Where In The Flying F### Did My Balloon Go?

By Lisa D. Watson

Your anxiety may be from germs, cockroaches, a group of four or more guys wearing baseball caps, red meat, I Am Legend type of zombies, alligators, Kid Rock…

Okay, the above is my personal uneasiness list but doesn't normally cause me anxiety. Ecoanxiety is what keeps me awake at night.

Self-Portrait - Sparkly Vexation by Lisa D. Watson. Mylar, polypropylene ribbon, glitter, glue paste, acrylic paint, colored pencil on lithograph print, 2022.

The American Psychological Association defines ecoanxiety as “a chronic fear of environmental doom” As the definition suggests, ecoanxiety is a state of mind that arises gradually as we watch the slow and unfortunate consequences of climate change unfold.
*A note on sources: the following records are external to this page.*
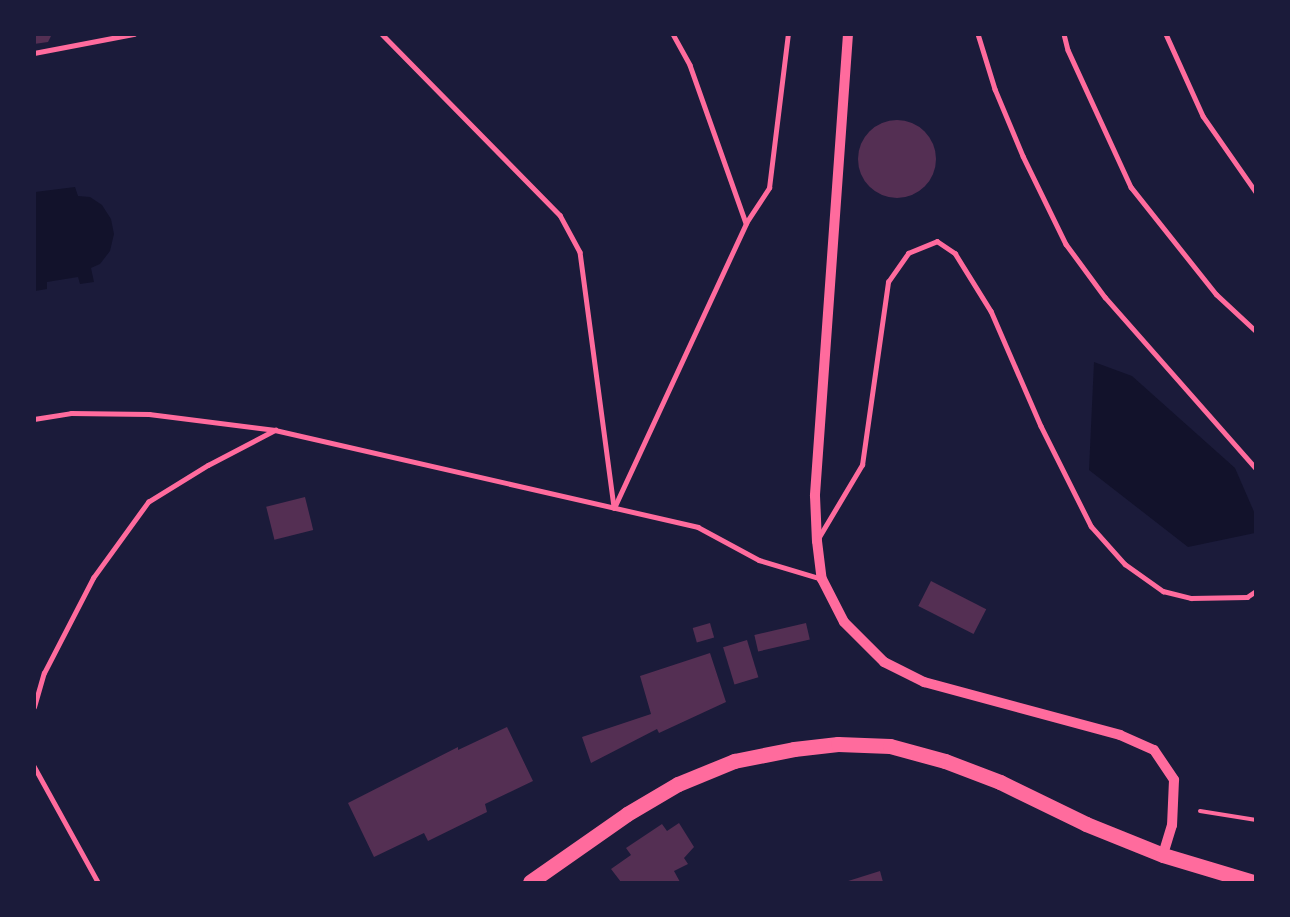 <!DOCTYPE html>
<style>
body{margin:0}
#map{position:relative;width:1290px;height:917px;overflow:hidden;background:#1b1b3a;font-family:"Public Sans",sans-serif}
div>[style]{position:absolute}
.water>*{inset:0;background:#12122b}
.building>*{inset:0;background:#542f53;transform-origin:0 0}
.round{border-radius:50%}
.path>*{height:4px;margin:-2px;padding:0 2px;transform-origin:2px;border-radius:2px;background:#ff6b9d}
.service>*{height:4.5px;margin:-2.25px;padding:0 2.25px;transform-origin:2.25px;border-radius:2.25px;background:#ff6b9d}
.tertiary>*{height:10px;margin:-5px;padding:0 5px;transform-origin:5px;border-radius:5px;background:#ff6b9d}
.primary>*{height:15px;margin:-7.5px;padding:0 7.5px;transform-origin:7.5px;border-radius:7.5px;background:#ff6b9d}
span{translate:-50% -50%;white-space:nowrap;text-align:center;line-height:1.15;-webkit-text-stroke:5px #1b1b3a;paint-order:stroke}
.frame{position:absolute;inset:0;border:36px solid #1b1b3a;pointer-events:none}
</style>
<div id="map">
<div class="water">
<div style="clip-path:polygon(75px 187px,78px 196px,90px 197px,102px 205px,111px 219px,114px 234px,110px 251px,100px 264px,91px 268px,94px 282px,80px 284px,78px 277px,47px 282px,47px 289px,35px 291px,35px 192px)"></div>
<div style="clip-path:polygon(1094px 362px,1132px 376px,1235px 468px,1255px 514px,1255px 533px,1188px 547px,1089px 470px)"></div>
</div>
<div class="building">
<div style="clip-path:polygon(34px 34px,52px 34px,48px 42px,34px 44px)"></div>
<div class="round" style="left:858px;top:120px;width:78px;height:78px"></div>
<div style="left:305px;top:497px;width:34px;height:40px;rotate:76deg"></div>
<div style="left:931px;top:581px;width:62px;height:28px;rotate:27deg"></div>
<div style="left:710px;top:623px;width:15px;height:18px;rotate:74deg"></div>
<div style="left:806px;top:623px;width:17px;height:53px;rotate:77deg"></div>
<div style="left:747px;top:640px;width:39px;height:25px;rotate:73deg"></div>
<div style="clip-path:polygon(710px 653px,726px 702px,659px 733px,657px 729px,591px 763px,582px 737px,651px 714px,640px 676px)"></div>
<div style="clip-path:polygon(507px 727px,533px 781px,485px 804px,487px 812px,428px 841px,424px 833px,374px 857px,348px 803px,458px 747px,458px 750px)"></div>
<div style="clip-path:polygon(679px 823px,694px 847px,684px 858px,688px 864px,674px 871px,680px 882px,621px 882px,611px 869px,631px 855px,626px 848px,662px 824px,667px 831px)"></div>
<div style="clip-path:polygon(880px 871px,883px 882px,845px 882px)"></div>
</div>
<div class="path">
<div style="left:1200px;top:811px;width:57px;rotate:9.1deg"></div>
</div>
<div class="service">
<div style="left:382px;top:34px;width:254px;rotate:45.5deg"></div>
<div style="left:560px;top:215px;width:42px;rotate:61.6deg"></div>
<div style="left:580px;top:252px;width:258px;rotate:82.4deg"></div>
<div style="left:673px;top:34px;width:35px;rotate:61deg"></div>
<div style="left:690px;top:65px;width:168px;rotate:70.5deg"></div>
<div style="left:978px;top:34px;width:58px;rotate:72.8deg"></div>
<div style="left:995px;top:89px;width:73px;rotate:67.3deg"></div>
<div style="left:1023px;top:156px;width:98px;rotate:64deg"></div>
<div style="left:1066px;top:244px;width:66px;rotate:53.7deg"></div>
<div style="left:1105px;top:297px;width:228px;rotate:48.6deg"></div>
<div style="left:1064px;top:34px;width:16px;rotate:76deg"></div>
<div style="left:1068px;top:50px;width:151px;rotate:65.3deg"></div>
<div style="left:1131px;top:187px;width:137px;rotate:51.5deg"></div>
<div style="left:1216px;top:294px;width:54px;rotate:42.8deg"></div>
<div style="left:1166px;top:34px;width:90px;rotate:65.7deg"></div>
<div style="left:1203px;top:116px;width:93px;rotate:55.1deg"></div>
<div style="left:34px;top:53px;width:102px;rotate:-10.8deg"></div>
<div style="left:34px;top:419px;width:37px;rotate:-9deg"></div>
<div style="left:71px;top:413px;width:78px;rotate:0.7deg"></div>
<div style="left:149px;top:414px;width:127px;rotate:7.2deg"></div>
<div style="left:275px;top:430px;width:434px;rotate:12.9deg"></div>
<div style="left:698px;top:527px;width:69px;rotate:28.4deg"></div>
<div style="left:759px;top:560px;width:66px;rotate:16.8deg"></div>
<div style="left:614px;top:508px;width:314px;rotate:-65.1deg"></div>
<div style="left:746px;top:223px;width:42px;rotate:-56.7deg"></div>
<div style="left:769px;top:188px;width:155px;rotate:-83deg"></div>
<div style="left:819px;top:537px;width:84px;rotate:-59.2deg"></div>
<div style="left:862px;top:465px;width:185px;rotate:-81.9deg"></div>
<div style="left:888px;top:282px;width:35px;rotate:-55deg"></div>
<div style="left:908px;top:253px;width:31px;rotate:-22deg"></div>
<div style="left:937px;top:241px;width:22px;rotate:34deg"></div>
<div style="left:955px;top:253px;width:68px;rotate:58.2deg"></div>
<div style="left:991px;top:311px;width:125px;rotate:66.5deg"></div>
<div style="left:1041px;top:426px;width:112px;rotate:63.4deg"></div>
<div style="left:1091px;top:526px;width:51px;rotate:48.2deg"></div>
<div style="left:1125px;top:564px;width:47px;rotate:35.4deg"></div>
<div style="left:1163px;top:591px;width:29px;rotate:14deg"></div>
<div style="left:1191px;top:598px;width:56px;rotate:-1deg"></div>
<div style="left:1247px;top:597px;width:11px;rotate:-34deg"></div>
<div style="left:34px;top:707px;width:35px;rotate:-74deg"></div>
<div style="left:44px;top:673px;width:107px;rotate:-62.7deg"></div>
<div style="left:93px;top:578px;width:94px;rotate:-54.1deg"></div>
<div style="left:148px;top:502px;width:70px;rotate:-31.7deg"></div>
<div style="left:208px;top:465px;width:76px;rotate:-27.6deg"></div>
<div style="left:34px;top:766px;width:132px;rotate:61.1deg"></div>
</div>
<div class="tertiary">
<div style="left:848px;top:34px;width:463px;rotate:94.1deg"></div>
<div style="left:815px;top:496px;width:45px;rotate:87.5deg"></div>
<div style="left:817px;top:541px;width:38px;rotate:83deg"></div>
<div style="left:822px;top:579px;width:48px;rotate:62.9deg"></div>
<div style="left:844px;top:622px;width:57px;rotate:45deg"></div>
<div style="left:884px;top:662px;width:45px;rotate:26.6deg"></div>
<div style="left:924px;top:682px;width:203px;rotate:15.1deg"></div>
<div style="left:1120px;top:735px;width:37px;rotate:24deg"></div>
<div style="left:1154px;top:750px;width:36px;rotate:56deg"></div>
<div style="left:1174px;top:780px;width:45px;rotate:92.5deg"></div>
<div style="left:1172px;top:825px;width:31px;rotate:107deg"></div>
</div>
<div class="primary">
<div style="left:530px;top:882px;width:118px;rotate:-35deg"></div>
<div style="left:627px;top:814px;width:59px;rotate:-30.5deg"></div>
<div style="left:678px;top:784px;width:61px;rotate:-22.3deg"></div>
<div style="left:734px;top:761px;width:61px;rotate:-11.3deg"></div>
<div style="left:794px;top:749px;width:44px;rotate:-6.5deg"></div>
<div style="left:838px;top:744px;width:52px;rotate:2.2deg"></div>
<div style="left:890px;top:746px;width:57px;rotate:15.3deg"></div>
<div style="left:945px;top:761px;width:59px;rotate:20.9deg"></div>
<div style="left:1000px;top:782px;width:96px;rotate:26deg"></div>
<div style="left:1086px;top:824px;width:83px;rotate:21.9deg"></div>
<div style="left:1163px;top:855px;width:94px;rotate:16.7deg"></div>
</div>
<div class="frame"></div>
</div>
I was nine years old when I realized humans were not treading lightly and instead were carelessly stomping around the planet like a Marvel character having a shitty day. It was around the time President Jimmy Carter made a national announcement to turn off lights when not in use. To this day Mr. President, I turn out those lights!

My Northern Ohio elementary school had an event called ‘Up Day’. We all wrote a note, tied it to a latex balloon, filled the balloons with helium and in 3, 2, 1…released hundreds of balloons into the sky. It was so exciting and I’ll never forget watching them all float gracefully into the distance. We all stood there until the last balloon was out of sight.

In the weeks and months to come, many students received notes from people finding the balloons from all over the United States and Canada. Almost a year later, someone in Alaska sent a nice note back to a lucky student. But, that’s when my ecoanxiety started. No one found my balloon.

So, where in the flying fuck did my balloon go?

If a balloon was found in Alaska, that means many of the balloons landed in National Parks, lakes, pastures or the ocean!!! Is a dolphin chowing down on my stupid balloon?!!! I felt like shit.

Skip to the present day, and I still get anxiety from balloons. Honestly, there are so many one-use idiotic products that humans just keep buying and buying and buying. But, balloons have a twisted irony about celebration, joyfulness and freedom that makes my Norepinephrine spin out of control.

Whether the balloon is made of latex, mylar or vinyl, they all contribute to carbon emissions in their production and end up as non-biodegradable litter everywhere.

Also, let's not forget there is a worldwide shortage of helium. Once it is gone, it is extinct. Helium has many more important uses like treating Emphysema…a little more important than Todd’s retirement party.